What about brand loyalty? I think we ought to reject it—but must realize that it is more about the consumers than the businesses. That is, it isn’t a complaint about the firms that sell products at higher prices than we were accustomed to, it’s a complaint about consumer irrationality. A consumer who is so loyal to a particular brand that he continues to pay inflated prices when there are similar options available is, on my view, irrational in much the same way I think someone who fully identifies himself or herself with a particular group is irrational. The reality is each of us is (almost certainly) a member of a large intersecting set of groups, none of which can fully explain who you are. (See Irshad Manji’s wonderful book.) Commitment to a brand, like commitment to a group, is a problem. I am as opposed to brand loyalty as I am to any group loyalty (any form of identity politics; for more on this view, see this excellent piece by Erec Smith).
To be clear, I do not deny that people have reason to favor some brands (or groups) over others. I simply think you should always be willing to consider that your view is mistaken, whether it be about religion, politics, groups, or brands. Maybe your brand happens to make the best X today, but maybe their quality falls off or a competitor improves their’s or another firm enters the market making a better product. It’s worth checking if the competition’s products are more worthwhile—not always, but from time to time. Similarly, it’s worth checking from time to time to see if people that don’t have your “identity” have views with more merit than you antecedently know. Of course, if you value sticking with a particular brand (or group or…), that is something to consider. That I think you shouldn’t value brands for themselves—or at least should only value them as rules of thumb, always subject to change—is something you may reject.

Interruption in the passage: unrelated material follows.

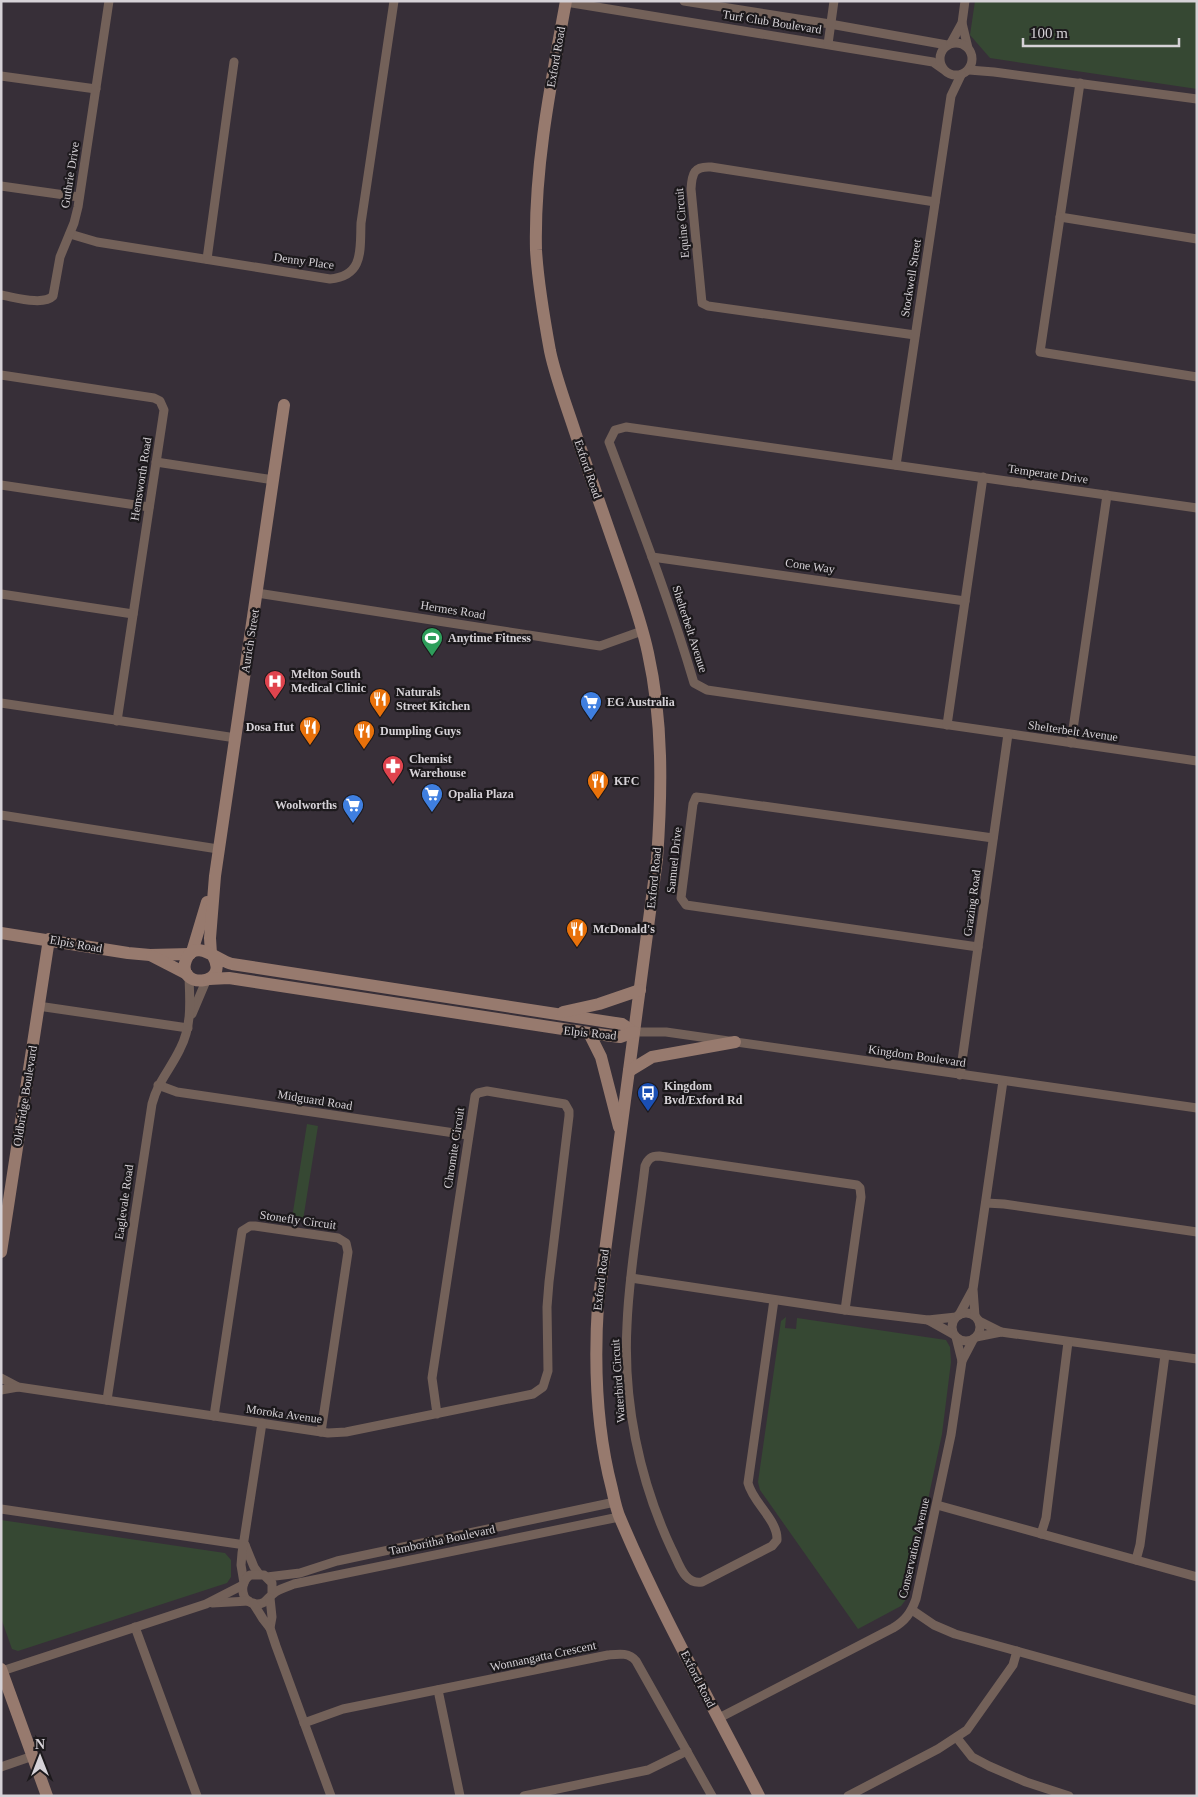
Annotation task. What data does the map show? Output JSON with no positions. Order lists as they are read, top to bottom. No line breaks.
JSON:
{"streets":{"street":["Turf Club Boulevard","Exford Road","Guthrie Drive","Equine Circuit","Denny Place","Stockwell Street","Temperate Drive","Hemsworth Road","Cone Way","Hermes Road","Shelterbelt Avenue","Aurich Street","Samuel Drive","Grazing Road","Elpis Road","Kingdom Boulevard","Oldbridge Boulevard","Midguard Road","Chromite Circuit","Eaglevale Road","Stonefly Circuit","Waterbird Circuit","Moroka Avenue","Tamboritha Boulevard","Conservation Avenue","Wonnangatta Crescent"]},"crossings":[["Turf Club Boulevard","Exford Road"],["Turf Club Boulevard","Stockwell Street"],["Exford Road","Hermes Road"],["Exford Road","Elpis Road"],["Exford Road","Kingdom Boulevard"],["Exford Road","Tamboritha Boulevard"],["Exford Road","Conservation Avenue"],["Guthrie Drive","Denny Place"],["Equine Circuit","Stockwell Street"],["Stockwell Street","Temperate Drive"],["Stockwell Street","Shelterbelt Avenue"],["Temperate Drive","Shelterbelt Avenue"],["Cone Way","Shelterbelt Avenue"],["Hermes Road","Aurich Street"],["Shelterbelt Avenue","Grazing Road"],["Aurich Street","Elpis Road"],["Aurich Street","Eaglevale Road"],["Samuel Drive","Grazing Road"],["Grazing Road","Kingdom Boulevard"],["Elpis Road","Kingdom Boulevard"],["Elpis Road","Oldbridge Boulevard"],["Elpis Road","Eaglevale Road"],["Midguard Road","Chromite Circuit"],["Midguard Road","Eaglevale Road"],["Chromite Circuit","Moroka Avenue"],["Eaglevale Road","Moroka Avenue"],["Stonefly Circuit","Moroka Avenue"]],"places":{"sports":["Anytime Fitness"],"hospital":["Melton South Medical Clinic"],"restaurant":["Naturals Street Kitchen","Dosa Hut","Dumpling Guys","KFC","McDonald's"],"supermarket":["EG Australia","Opalia Plaza","Woolworths"],"pharmacy":["Chemist Warehouse"],"bus stop":["Kingdom Bvd/Exford Rd"]},"scale_bar":"100 m","north":"top"}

At the end of the day, if you are getting more value—whether because the product has improved, you have changed in a way that makes the product more important to you, or you have (what seems to me an irrational) commitment to a brand—you can’t complain about a higher price. If, on the other hand, the prices are only high because the government has interfered, we should oppose that interference. I’ll also continue to discourage emotional commitment to brands.
I suspect that we would all do well to limit the degree to which we are loyal to any particular brand in the same way I believe we would all do well to limit the extent to which we identify with any particular group.